İSTANBUL'DA KIŞ

Nihat GÖKSU
ABONE OL

         Kimi televizyon, gazeteye göre son 30 yılın en soğuk kış ayını yaşadığımız söylendi.Yarın tahminen karın kalınlığı 20-30 cm olacağı söyleniyor haber bültenlerinde. Nefes nefese kalmış bir çok televizyon muhabirlerinin koşuşturmalarını  izledik haber bültenlerinde. Kimi muhabir ve kameracı yoğun kar yağışı yüzünden buluşamadığı için muhabir kendi cep telefonunu vatandaşlardan birine vererek telefon karşısına geçerek konuşuyor.
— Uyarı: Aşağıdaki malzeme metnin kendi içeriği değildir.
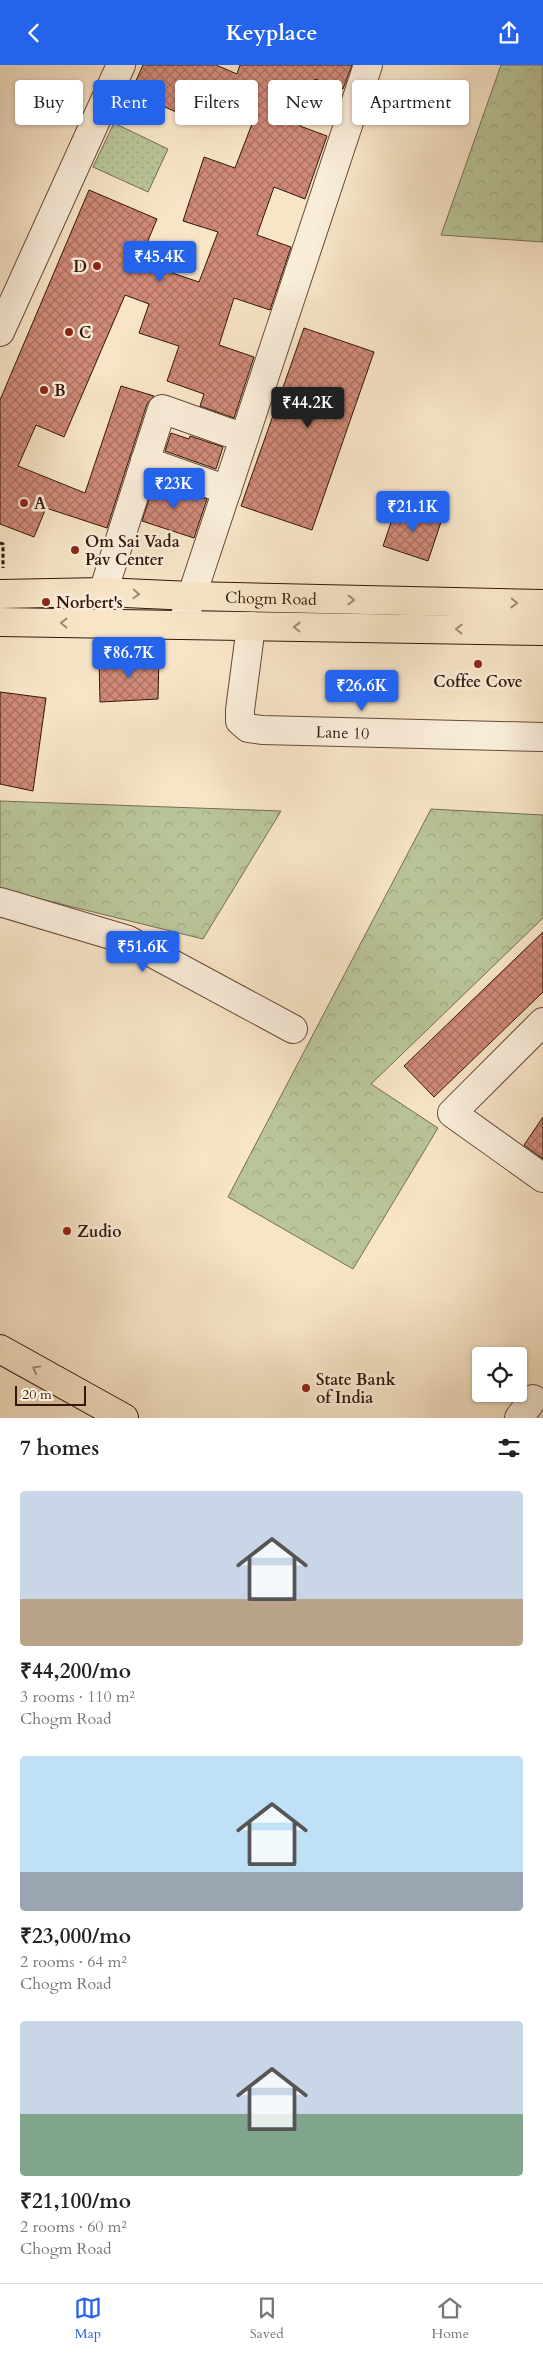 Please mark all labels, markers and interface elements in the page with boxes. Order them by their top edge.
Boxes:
text: Keyplace [226,18,317,48]
icon: back [20,19,48,47]
icon: share [495,19,523,47]
chip: Buy [15,80,83,125]
chip: Rent [93,80,165,125]
chip: Filters [175,80,258,125]
chip: New [268,80,342,125]
chip: Apartment [352,80,469,125]
pin: ₹45.4K [119,241,201,283]
text: ₹45.4K [134,246,186,268]
place label: D [73,256,87,278]
marker: D [91,260,103,272]
place label: C [79,322,91,344]
marker: C [63,326,75,338]
place label: B [54,380,66,402]
marker: B [38,384,50,396]
pin: ₹44.2K [267,387,349,429]
text: ₹44.2K [282,392,334,414]
pin: ₹23K [144,467,204,510]
text: ₹23K [155,473,193,495]
pin: ₹21.1K [372,491,454,533]
place label: A [34,493,46,515]
text: ₹21.1K [387,496,439,518]
marker: A [18,497,30,509]
place label: Om Sai Vada Pav Center [85,531,180,571]
marker: Om Sai Vada Pav Center [69,544,81,556]
street label: Chogm Road [225,587,317,611]
one-way arrow [132,588,140,599]
place label: Norbert's [56,592,123,614]
one-way arrow [348,595,355,605]
marker: Norbert's [40,596,52,608]
one-way arrow [510,598,518,608]
one-way arrow [60,618,68,628]
one-way arrow [293,622,300,632]
one-way arrow [455,624,463,635]
pin: ₹86.7K [88,637,170,679]
text: ₹86.7K [103,642,155,664]
marker: Coffee Cove [472,658,484,670]
pin: ₹26.6K [321,669,403,712]
place label: Coffee Cove [433,671,523,693]
text: ₹26.6K [336,675,388,697]
street label: Lane 10 [315,721,370,745]
pin: ₹51.6K [102,931,184,973]
text: ₹51.6K [117,936,169,958]
place label: Zudio [77,1221,121,1243]
marker: Zudio [61,1225,73,1237]
map controls [472,1347,527,1402]
button: locate [472,1347,527,1402]
one-way arrow [32,1365,41,1375]
place label: State Bank of India [316,1369,396,1409]
marker: State Bank of India [300,1382,312,1394]
scale bar [15,1383,86,1406]
text: 20 m [22,1385,52,1404]
text: 7 homes [20,1434,99,1463]
icon: filters [495,1434,523,1462]
icon: home [227,1524,317,1614]
text: ₹44,200/mo [20,1657,131,1686]
text: 3 rooms · 110 m² [20,1686,135,1708]
text: Chogm Road [20,1708,112,1730]
icon: home [227,1789,317,1879]
text: ₹23,000/mo [20,1922,131,1951]
text: 2 rooms · 64 m² [20,1951,127,1973]
text: Chogm Road [20,1973,112,1995]
icon: home [227,2054,317,2144]
text: ₹21,100/mo [20,2187,131,2216]
text: 2 rooms · 60 m² [20,2216,127,2238]
text: Chogm Road [20,2238,112,2260]
tab: Map [74,2294,102,2343]
tab: Saved [250,2294,284,2343]
tab: Home [432,2294,469,2343]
Bütün hasametiyle bağırıyor(!) Bir yerden bir yere koşuşturan bayan muhabirler sorduğu sorular, kimi şivesinde doğulu olduğu beli olan hemşerilerimizin “biz böyle bir şey görmedik” diyorlar. Sanırsın bomba yağmış, savaş var İstanbul’da Tüm haber bültenlerinde hava sıcaklığının – 3 dereceye çıktığı söyleniyor.THY bine yakın sefer iptal edilmiş. Birçok mahallede su ve elektrik yok, devlet daireleri belli saate kadar çalışacağını açıklamış valilik tarafından… Özel şirketlerde birçok kişi işe gitmemiş. İstanbul’da hayat felç, her şey durmuş . Bu durumda eee  bizde artık yarı İstanbullu sayılırız. Hem böyle havalarda işe gidilir mi? Allah muhafaza  ya yolda kalırsak! Hani ayağımızda bot ya su çekerse! Ne bileyim üstümüzdeki mont ya soğuğu geçirirse! Ya yolda lokantalar bakkallar kapalı olursa ne yapacağız nerde yemek yiyeceğiz! İyisi mi bende bugün işe gitmeyeyim. Sonra neyime lazım böyle bir günde işe gitmek. Hem ben alışık değilim böyle sıfırın altındaki havalara, ben hep sıfırın üstündeki havalarda yaşadım(!)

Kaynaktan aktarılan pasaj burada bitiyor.